→ What to produce: All the data should be repeated exactly. Any image in it is left out.
=== Information given ===
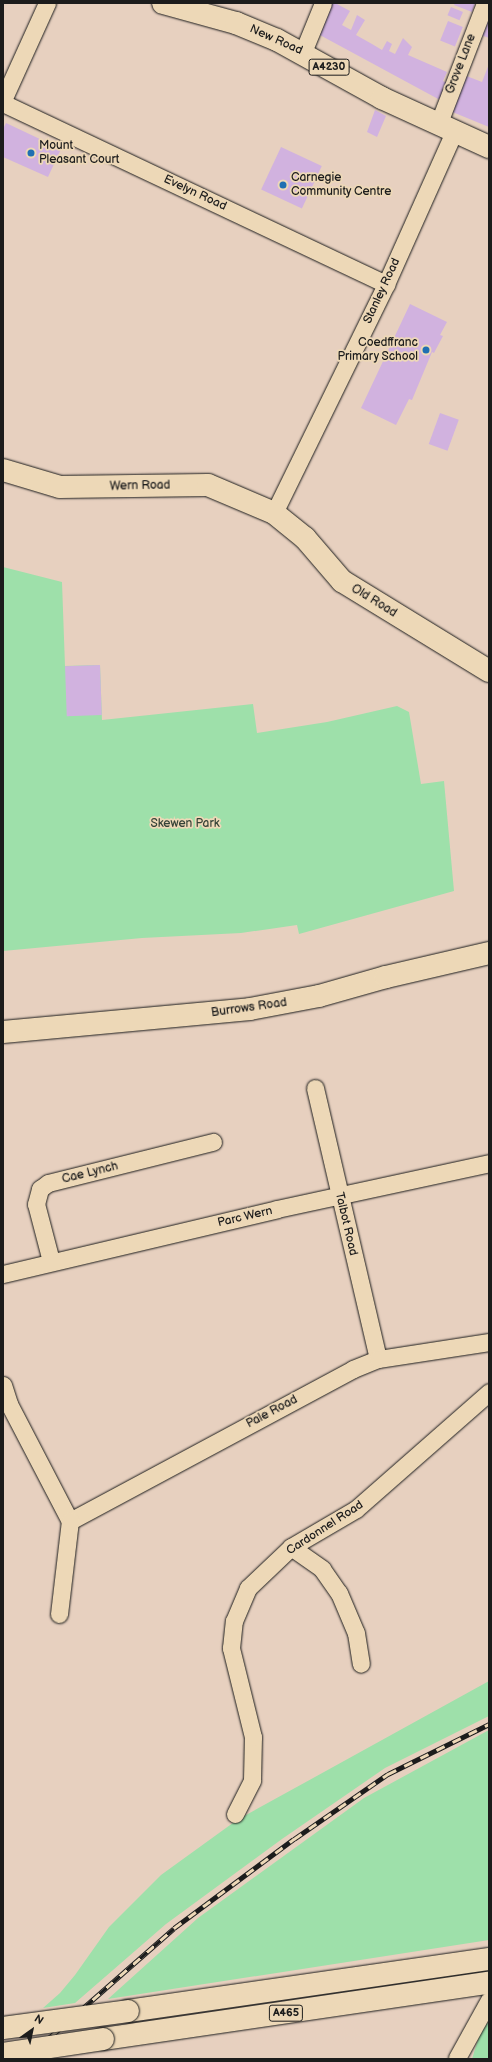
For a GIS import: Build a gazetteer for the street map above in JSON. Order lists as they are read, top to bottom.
{
  "streets": {
    "main road": [
      "New Road",
      "A4230",
      "Wern Road",
      "Old Road",
      "Burrows Road",
      "A465"
    ],
    "street": [
      "Grove Lane",
      "Evelyn Road",
      "Stanley Road",
      "Cae Lynch",
      "Parc Wern",
      "Talbot Road",
      "Pale Road",
      "Cardonnel Road"
    ]
  },
  "crossings": [
    ["New Road", "Grove Lane"],
    ["New Road", "Stanley Road"],
    ["Grove Lane", "Stanley Road"],
    ["Evelyn Road", "Stanley Road"],
    ["Stanley Road", "Wern Road"],
    ["Stanley Road", "Old Road"],
    ["Wern Road", "Old Road"],
    ["Cae Lynch", "Parc Wern"],
    ["Parc Wern", "Talbot Road"],
    ["Talbot Road", "Pale Road"]
  ],
  "parks": ["Skewen Park"],
  "places": ["Mount Pleasant Court", "Carnegie Community Centre", "Coedffranc Primary School"],
  "north": "top right"
}
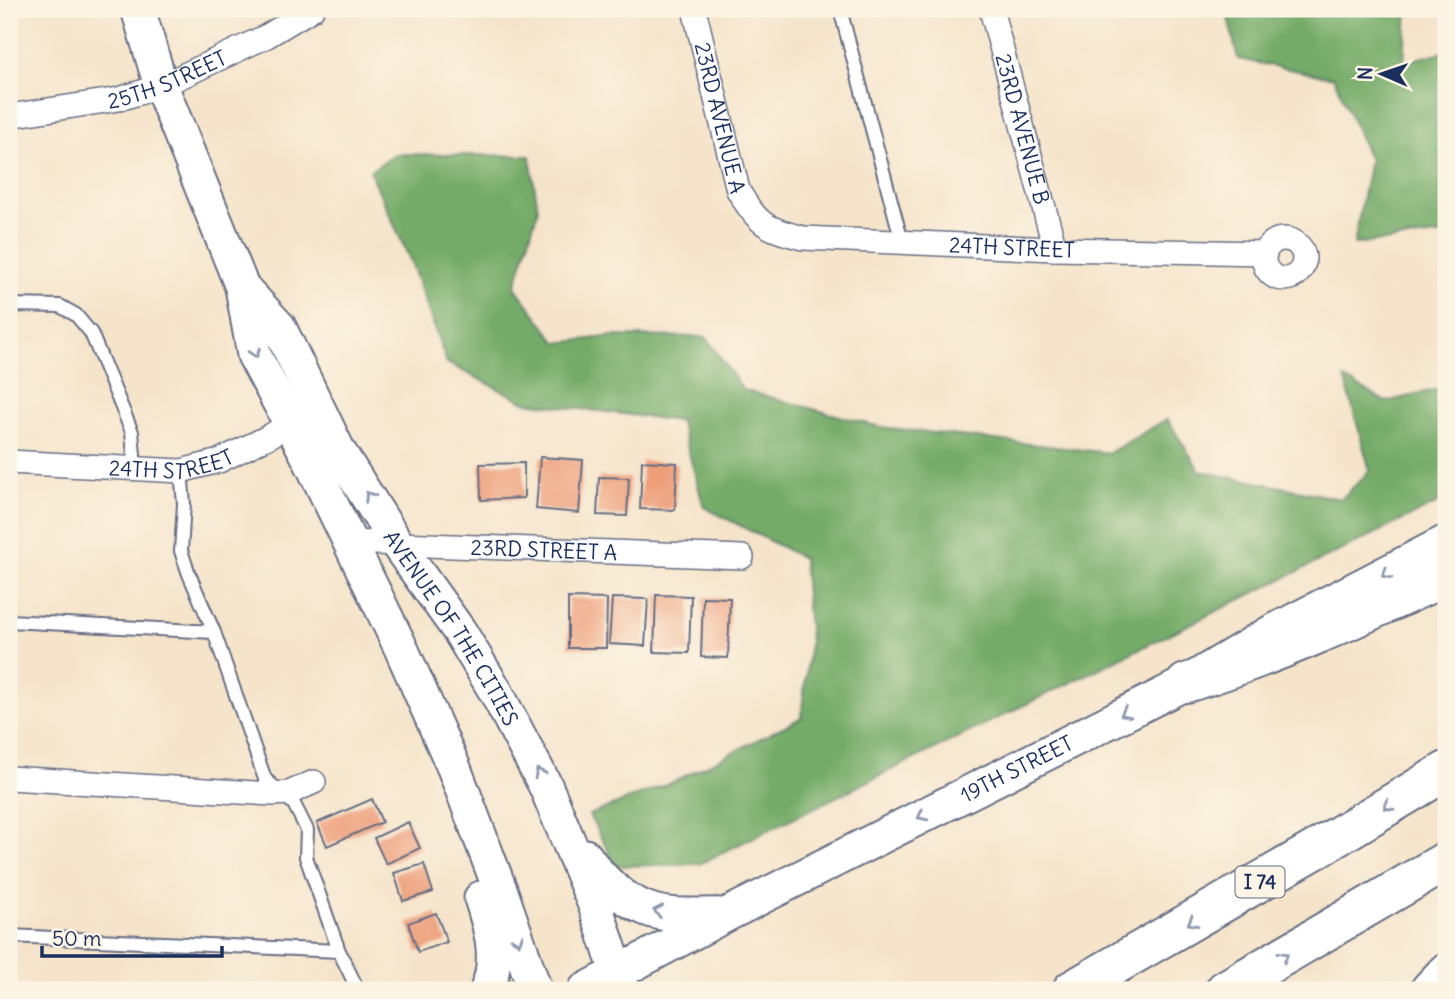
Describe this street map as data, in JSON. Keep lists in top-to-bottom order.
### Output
{
  "streets": {
    "highway": ["I 74"],
    "main road": ["AVENUE OF THE CITIES", "19TH STREET"],
    "street": [
      "25TH STREET",
      "23RD AVENUE A",
      "23RD AVENUE B",
      "24TH STREET",
      "23RD STREET A"
    ]
  },
  "crossings": [
    ["25TH STREET", "AVENUE OF THE CITIES"],
    ["23RD AVENUE A", "24TH STREET"],
    ["23RD AVENUE B", "24TH STREET"],
    ["24TH STREET", "AVENUE OF THE CITIES"],
    ["23RD STREET A", "AVENUE OF THE CITIES"],
    ["AVENUE OF THE CITIES", "19TH STREET"]
  ],
  "one_way": ["19TH STREET"],
  "scale_bar": "50 m",
  "north": "left"
}
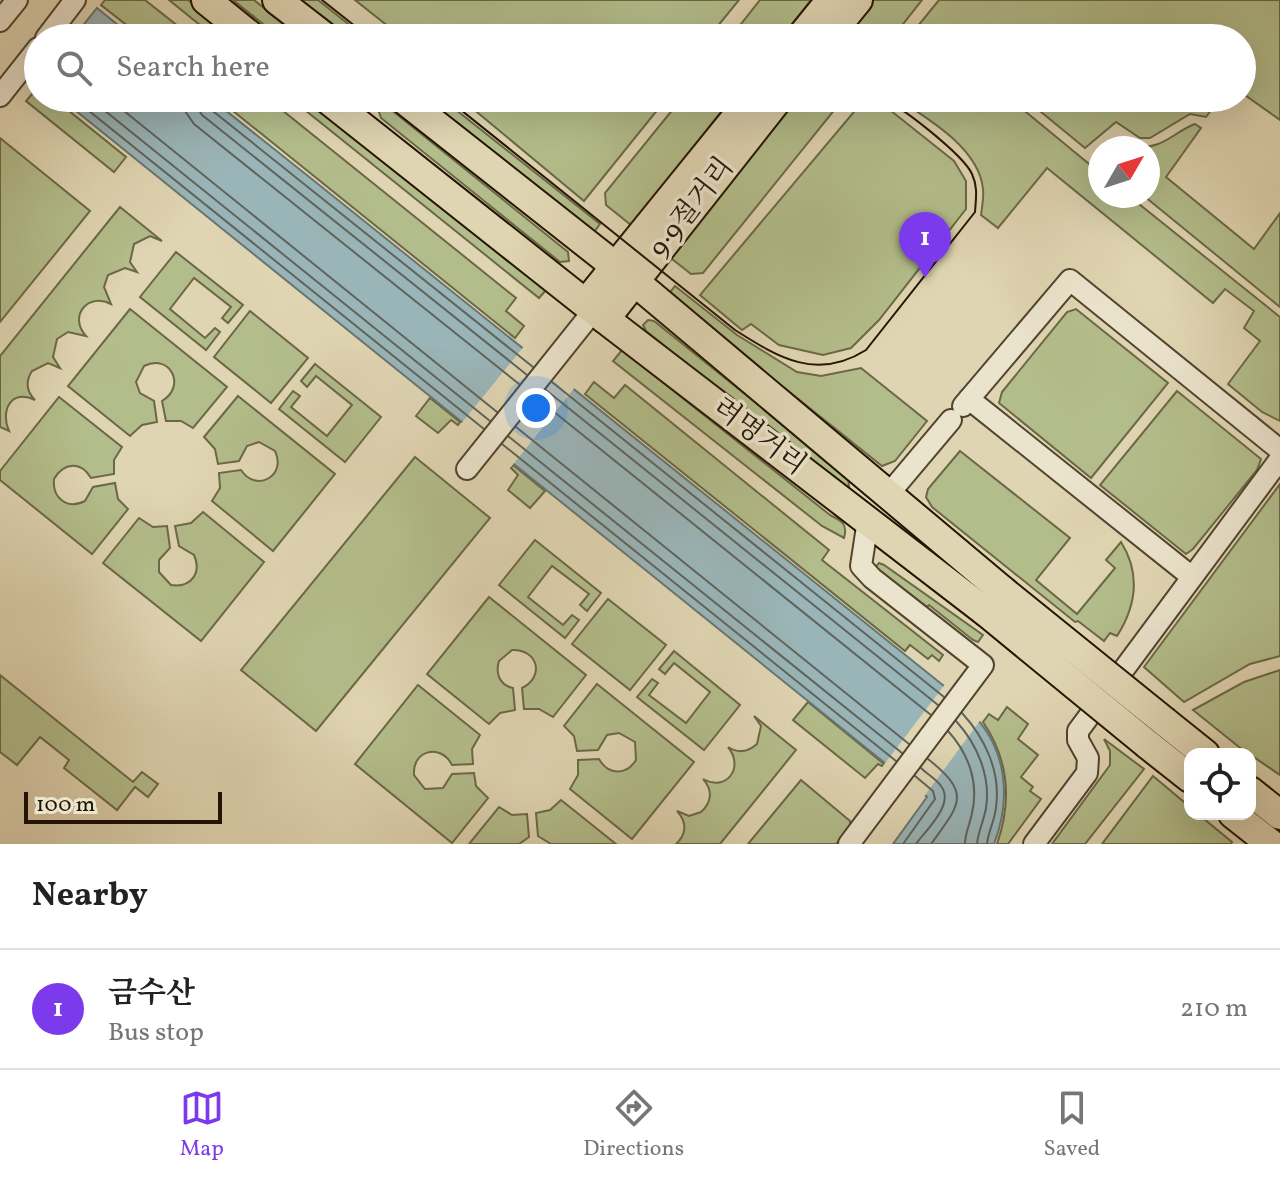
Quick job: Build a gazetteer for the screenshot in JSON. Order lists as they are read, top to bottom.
{
  "streets": {
    "highway": ["9·9절거리", "려명거리"]
  },
  "crossings": [
    ["9·9절거리", "려명거리"]
  ],
  "scale_bar": "100 m",
  "north": "top right",
  "page": {
    "search": "Search here",
    "pins": "1",
    "scale": "100 m",
    "heading": "Nearby",
    "list": [
      {
        "mark": "1",
        "name": "금수산",
        "note": "Bus stop",
        "value": "210 m"
      }
    ],
    "nav": ["Map", "Directions", "Saved"]
  }
}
===
→ Finished exercise:
For a GIS import: Build a gazetteer for the street map above in JSON. Order lists as they are read, top to bottom.
{
  "streets": {
    "main road": [
      "New Road",
      "A4230",
      "Wern Road",
      "Old Road",
      "Burrows Road",
      "A465"
    ],
    "street": [
      "Grove Lane",
      "Evelyn Road",
      "Stanley Road",
      "Cae Lynch",
      "Parc Wern",
      "Talbot Road",
      "Pale Road",
      "Cardonnel Road"
    ]
  },
  "crossings": [
    ["New Road", "Grove Lane"],
    ["New Road", "Stanley Road"],
    ["Grove Lane", "Stanley Road"],
    ["Evelyn Road", "Stanley Road"],
    ["Stanley Road", "Wern Road"],
    ["Stanley Road", "Old Road"],
    ["Wern Road", "Old Road"],
    ["Cae Lynch", "Parc Wern"],
    ["Parc Wern", "Talbot Road"],
    ["Talbot Road", "Pale Road"]
  ],
  "parks": ["Skewen Park"],
  "places": ["Mount Pleasant Court", "Carnegie Community Centre", "Coedffranc Primary School"],
  "north": "top right"
}
Describe this street map as data, in JSON. Keep lists in top-to-bottom order.
### Output
{
  "streets": {
    "highway": ["I 74"],
    "main road": ["AVENUE OF THE CITIES", "19TH STREET"],
    "street": [
      "25TH STREET",
      "23RD AVENUE A",
      "23RD AVENUE B",
      "24TH STREET",
      "23RD STREET A"
    ]
  },
  "crossings": [
    ["25TH STREET", "AVENUE OF THE CITIES"],
    ["23RD AVENUE A", "24TH STREET"],
    ["23RD AVENUE B", "24TH STREET"],
    ["24TH STREET", "AVENUE OF THE CITIES"],
    ["23RD STREET A", "AVENUE OF THE CITIES"],
    ["AVENUE OF THE CITIES", "19TH STREET"]
  ],
  "one_way": ["19TH STREET"],
  "scale_bar": "50 m",
  "north": "left"
}
Quick job: Build a gazetteer for the screenshot in JSON. Order lists as they are read, top to bottom.
{
  "streets": {
    "highway": ["9·9절거리", "려명거리"]
  },
  "crossings": [
    ["9·9절거리", "려명거리"]
  ],
  "scale_bar": "100 m",
  "north": "top right",
  "page": {
    "search": "Search here",
    "pins": "1",
    "scale": "100 m",
    "heading": "Nearby",
    "list": [
      {
        "mark": "1",
        "name": "금수산",
        "note": "Bus stop",
        "value": "210 m"
      }
    ],
    "nav": ["Map", "Directions", "Saved"]
  }
}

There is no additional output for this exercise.